:: RECORDS SUPPLIED ::

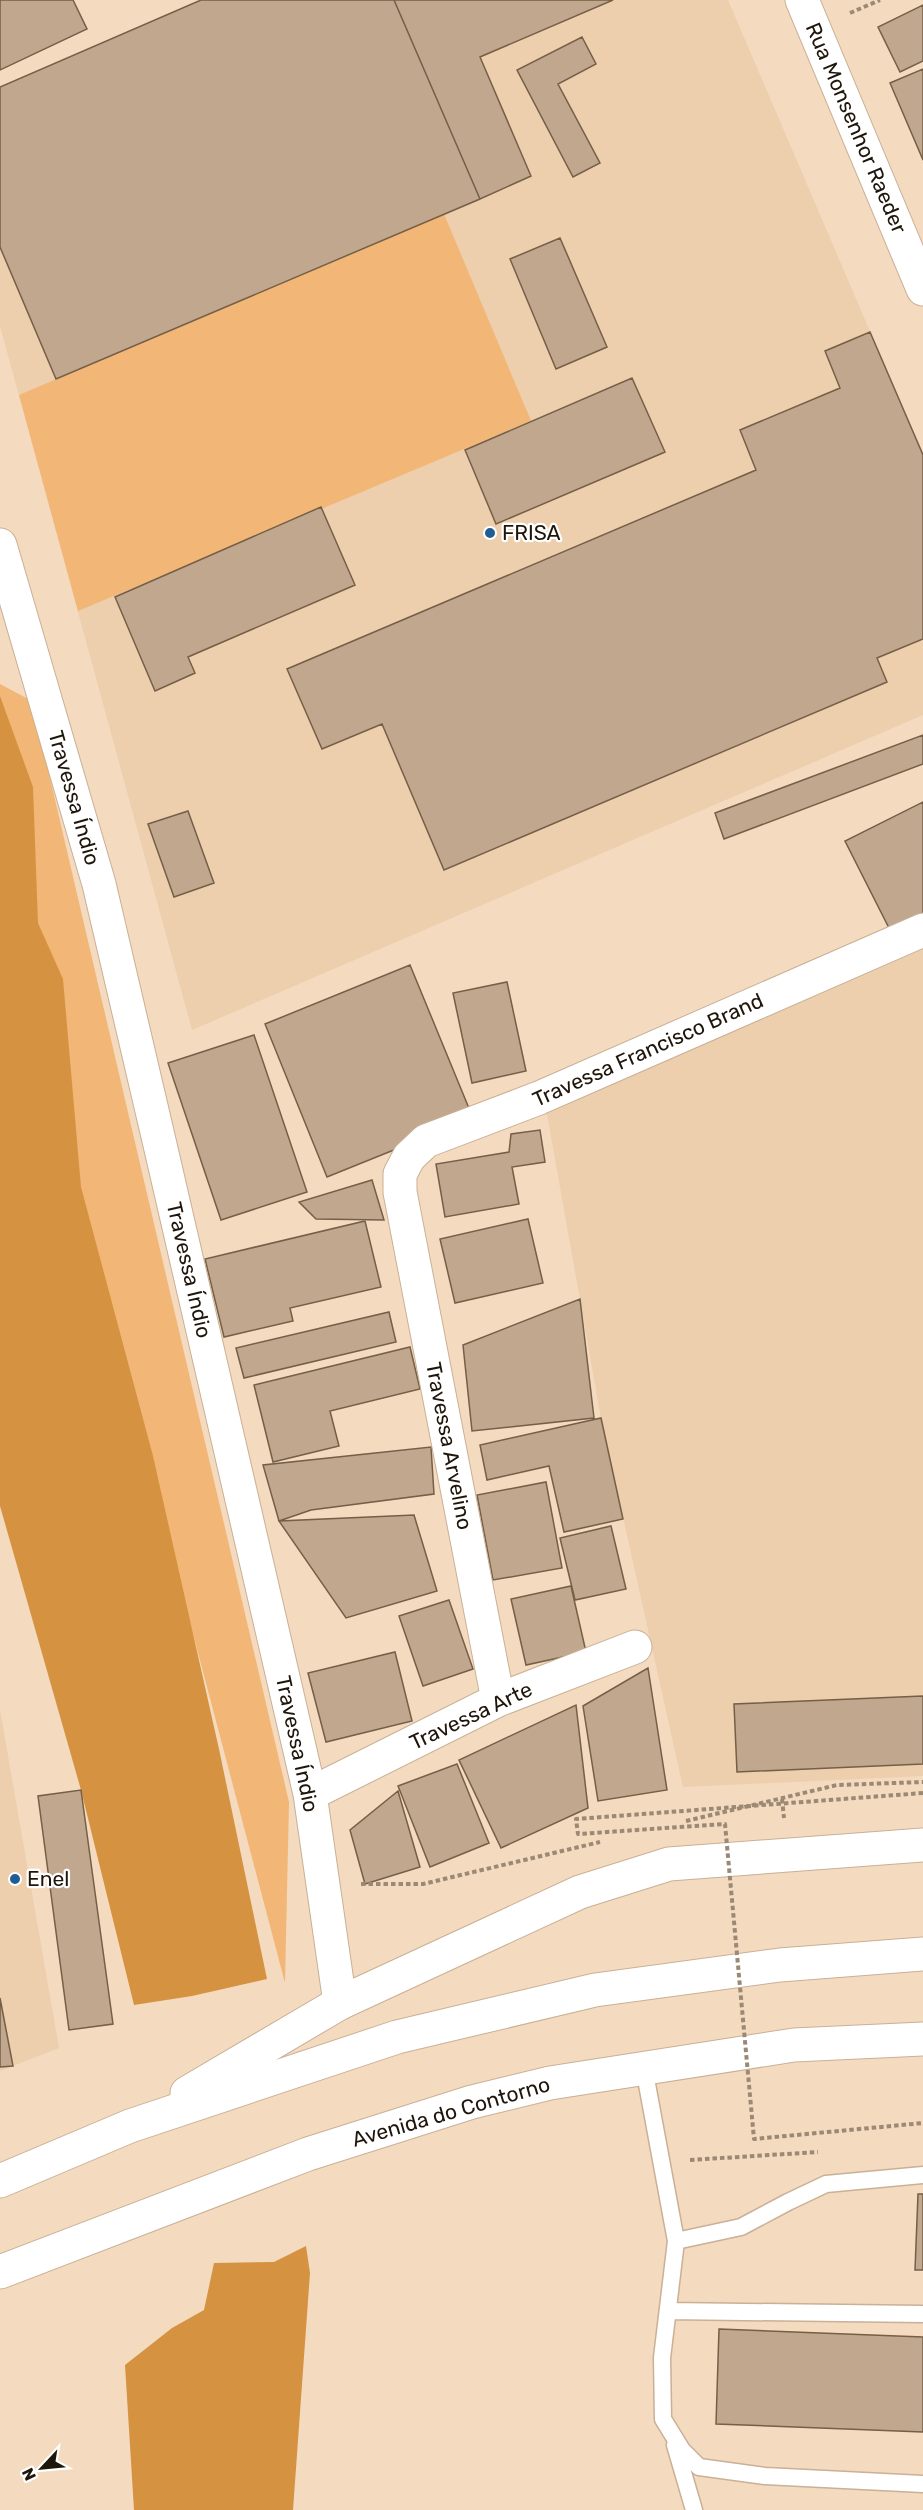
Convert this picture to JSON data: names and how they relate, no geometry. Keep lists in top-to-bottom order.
{
  "streets": {
    "main road": [
      "Rua Monsenhor Raeder",
      "Travessa Índio",
      "Travessa Francisco Brand",
      "Travessa Arvelino",
      "Travessa Arte",
      "Avenida do Contorno"
    ]
  },
  "crossings": [
    ["Travessa Índio", "Travessa Arte"],
    ["Travessa Francisco Brand", "Travessa Arvelino"],
    ["Travessa Arvelino", "Travessa Arte"]
  ],
  "places": ["FRISA", "Enel"],
  "north": "bottom left"
}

:::

▶ [WORK TO BE COMPLETED] Set down all records verbatim, omitting images.

▶ [RESULT]
Convert this picture to JSON data: names and how they relate, no geometry. Keep lists in top-to-bottom order.
{
  "streets": {
    "main road": [
      "Rua Monsenhor Raeder",
      "Travessa Índio",
      "Travessa Francisco Brand",
      "Travessa Arvelino",
      "Travessa Arte",
      "Avenida do Contorno"
    ]
  },
  "crossings": [
    ["Travessa Índio", "Travessa Arte"],
    ["Travessa Francisco Brand", "Travessa Arvelino"],
    ["Travessa Arvelino", "Travessa Arte"]
  ],
  "places": ["FRISA", "Enel"],
  "north": "bottom left"
}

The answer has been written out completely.